The Continuing Resolution is a Legislation enacted by Congress, before the beginning of the new fiscal year, to provide budget authority for Federal agencies to continue in operation until the regular appropriations acts are enacted.
Attaching Sudan’s settlement agreement to this Continuing Resolution which will shut down after 30 September “is its best hope for success,” said the Wall Street Journal on 13 September.
Senator Robert Menendez, the ranking Democrat on the Senate Foreign Relations Committee, voiced his opposition to deal and warned that he would not endorse it. Also, Senate Minority Leader Chuck Schumer is opposed to the deal.
Both they want Sudan to compensate the victims and survivors of the September 11 attacks. Previously, they called to review the amount of the compensation given to the foreign victims of the embassies bombings who are now U.S. citizens.
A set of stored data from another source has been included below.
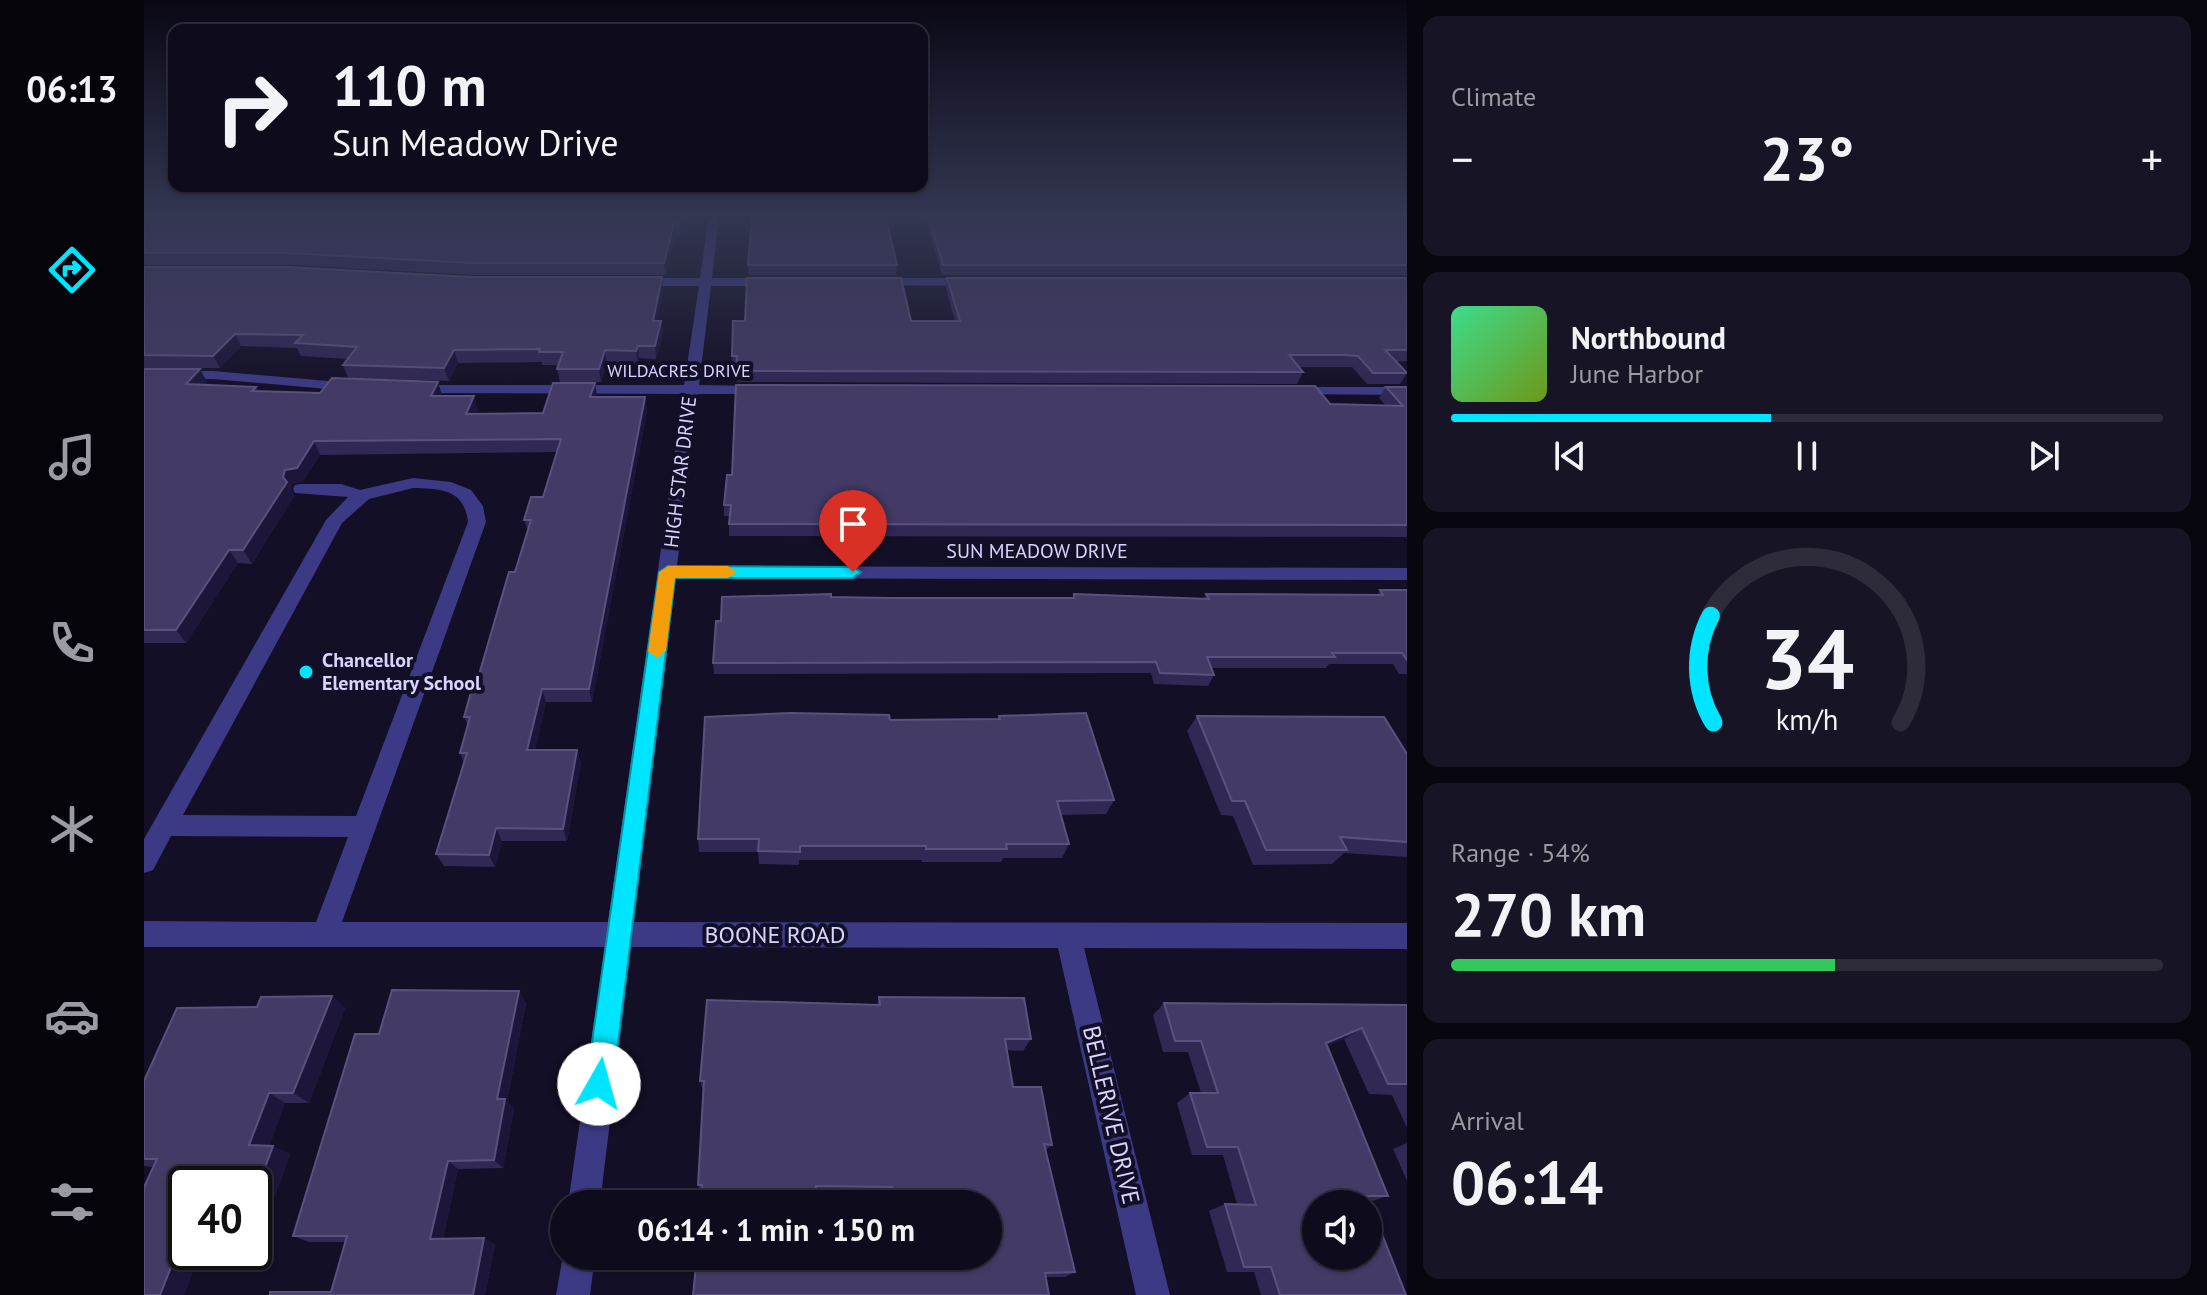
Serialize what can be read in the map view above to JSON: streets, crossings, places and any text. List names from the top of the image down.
{
  "streets": {
    "street": [
      "WILDACRES DRIVE",
      "HIGH STAR DRIVE",
      "SUN MEADOW DRIVE",
      "BOONE ROAD",
      "BELLERIVE DRIVE"
    ]
  },
  "crossings": [
    ["WILDACRES DRIVE", "HIGH STAR DRIVE"],
    ["HIGH STAR DRIVE", "SUN MEADOW DRIVE"],
    ["HIGH STAR DRIVE", "BOONE ROAD"],
    ["BOONE ROAD", "BELLERIVE DRIVE"]
  ],
  "places": ["Chancellor Elementary School"],
  "page": {
    "tabs": "06:13",
    "tile": [
      "Climate",
      ["Range · 54%", "270 km"],
      ["Arrival", "06:14"]
    ],
    "turn": ["110 m", "Sun Meadow Drive"],
    "heat": ["−", "23°", "+"],
    "song": ["Northbound", "June Harbor"],
    "limit": "40",
    "trip": "06:14 · 1 min · 150 m",
    "gauge": ["34", "km/h"]
  }
}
According to the Wall Street Journal, the Democratic Senator Chris Coons has been trying to broker a compromise to pass in the Congress a deal Sudanese government negotiated with the victims of the attacks on U.S. embassies in Nairobi and Dar es Salam.
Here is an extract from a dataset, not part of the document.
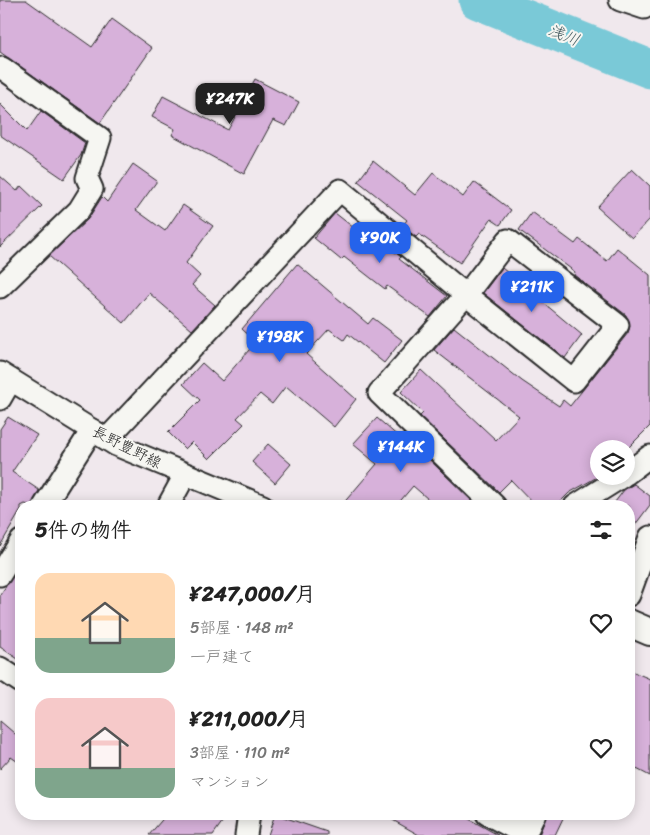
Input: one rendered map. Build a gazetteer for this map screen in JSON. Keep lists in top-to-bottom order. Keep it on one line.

“Coons’s plan wouldn’t add 9/11 victims to the embassy bombing settlement, but aides said it would help them in other ways, allowing them to sue Sudan under the same legislation they are using to sue Saudi Arabia for backing the attacks,” said the newspaper.
Also, the deal will extend “past 2030 a federal program, the U.S. Victims of State Sponsored Terrorism Fund, that provides compensation to them and other terrorism victims”.
The signatories in their letter admitted that the settlement agreement is not perfect but at least “provides justice, accountability, and compensation to over 700 terror victims and family members”.
They stressed that deal will advance U.S. national security interests by “bolstering Sudan’s fragile democratic transition” after the collapse of the “murderous regime” of Omer al-Bashir.
“This settlement agreement is a critical benchmark for Sudan’s removal from the State Sponsor of Terrorism list, which will move the U.S.-Sudan bilateral relationship forward, open doors for further regional opportunities, and enable Sudan’s transitional government to access international financing to respond to the COVID-19 pandemic”.